My 1941 Ford 9N. Pretty sad. We named it Harold.


By the way, Ford named tractor models thus: The 9N came out in 1939, the 2N came out in 1942, and the 8N came out in 1948. The NAA Jubilee (named after Ford’s 50-year anniversary) came out in 1953 replacing the 8N and were made for two years.

After a while several issues about my 9N began to emerge. For one thing, the Phoenix heat exposed weaknesses in the hydraulic system. At first the hydraulics would lift my scraper or dirt tote OK until the fluid got warm. Phoenix is all about warm. Between the heat and what use I gave it the hydraulics just got weaker. “Maybe it’s the hydraulic fluid,” I thought.  So I drained the old stuff out. It was the color of coffee with too much cream. Water in the hydraulics is bad, but the new stuff without the water didn’t seem to make any difference.

When I went to refill the hydraulic system, I removed the filler plug next to the shifter on a cast cover. This casting is in two parts. The bottom half covers the top of the transmission and cradles the steering shafts to coming out of each side. The top half covers the steering gears. This is important. We’ll come back to this.

I took off the plug to fill the hydraulic system. I looked down into the abyss and see… burlap.

Burlap? A little digging with a pair of extra long needle nosed pliers rewarded me with a piece of burlap about 18-inches square. I had a bad feeling about this. That burlap wasn’t put in at the factory and didn’t get there on its own. There had to be a reason it was there. I had a suspicion that I would regret finding out why.

I forgot to mention that the steering was pretty sloppy and getting worse.

After I removed the grain sack or whatever it was, I filled it with new hydraulic fluid and started the tractor. It was then that I discovered that there were cracks in the cover. Fluid was now seeping out and making a real mess. I had to do something.


The casting is in two parts. It covers the top of the transmission, allows for the steering shafts to come out of each side, and also covers the top part of the steering box.
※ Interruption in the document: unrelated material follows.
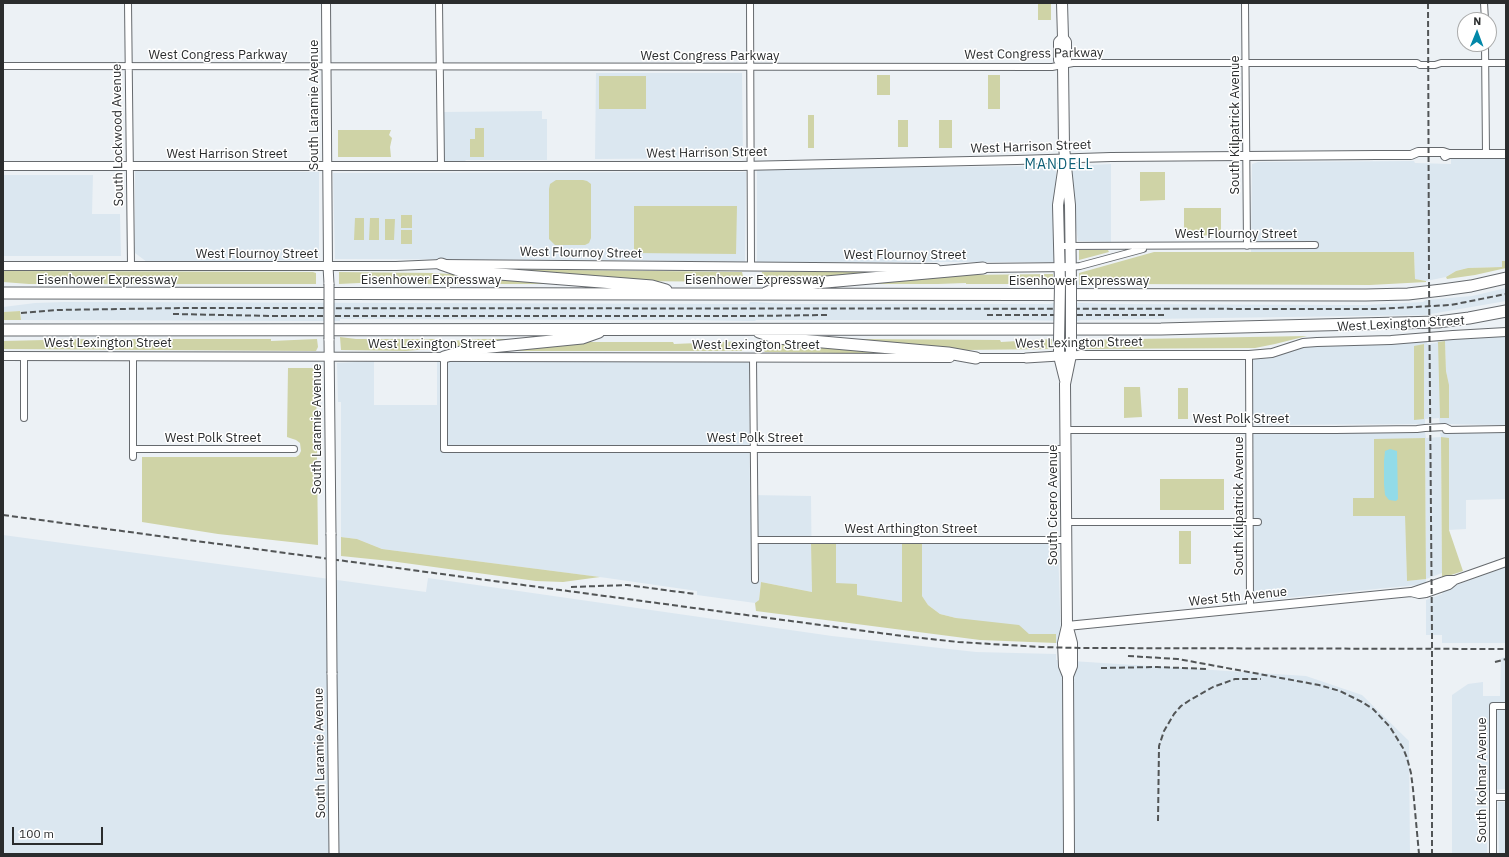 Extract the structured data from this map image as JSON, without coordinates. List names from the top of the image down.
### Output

So I took the cast cover off. Now this is the same cover that also covers the steering gears, remember? Steering shafts come out of each side of the cover supported by bearings. There would be a bearing half in the lower case casting, and another in the upper casting cover along with a rope seal. So I removed a bearing half from the top half, and another from the bottom. Then I removed another one from the bottom. From each side.

Do you remember the Bob Newhart show? “Hi. I’m Larry, and this is my brother Daryl, and this is my other brother Daryl.“ Well there were three half bearings per side. That’s two too many. Some owner up the line shimmed the worn out steering shafts with an extra bearing half to take out the play. Too much play and the steering sector gears would no longer engage and the front wheels would no longer cooperate with each other. The cover was not designed for the extra bearing thickness. As a result the cover cracked when it was tightened down.

The burlap was there to keep oil from splashing up against the cracked cover and leaking all over the place. While the burlap was an effective solution to prevent fluid from seeping through the cracks in the cover, it had an undesirable consequence. It was also very effective at preventing oil from lubricating the steering sector gears that relied on lubrication splashed up from the transmission. This had the look of a short term fix. I think maybe they saw me coming.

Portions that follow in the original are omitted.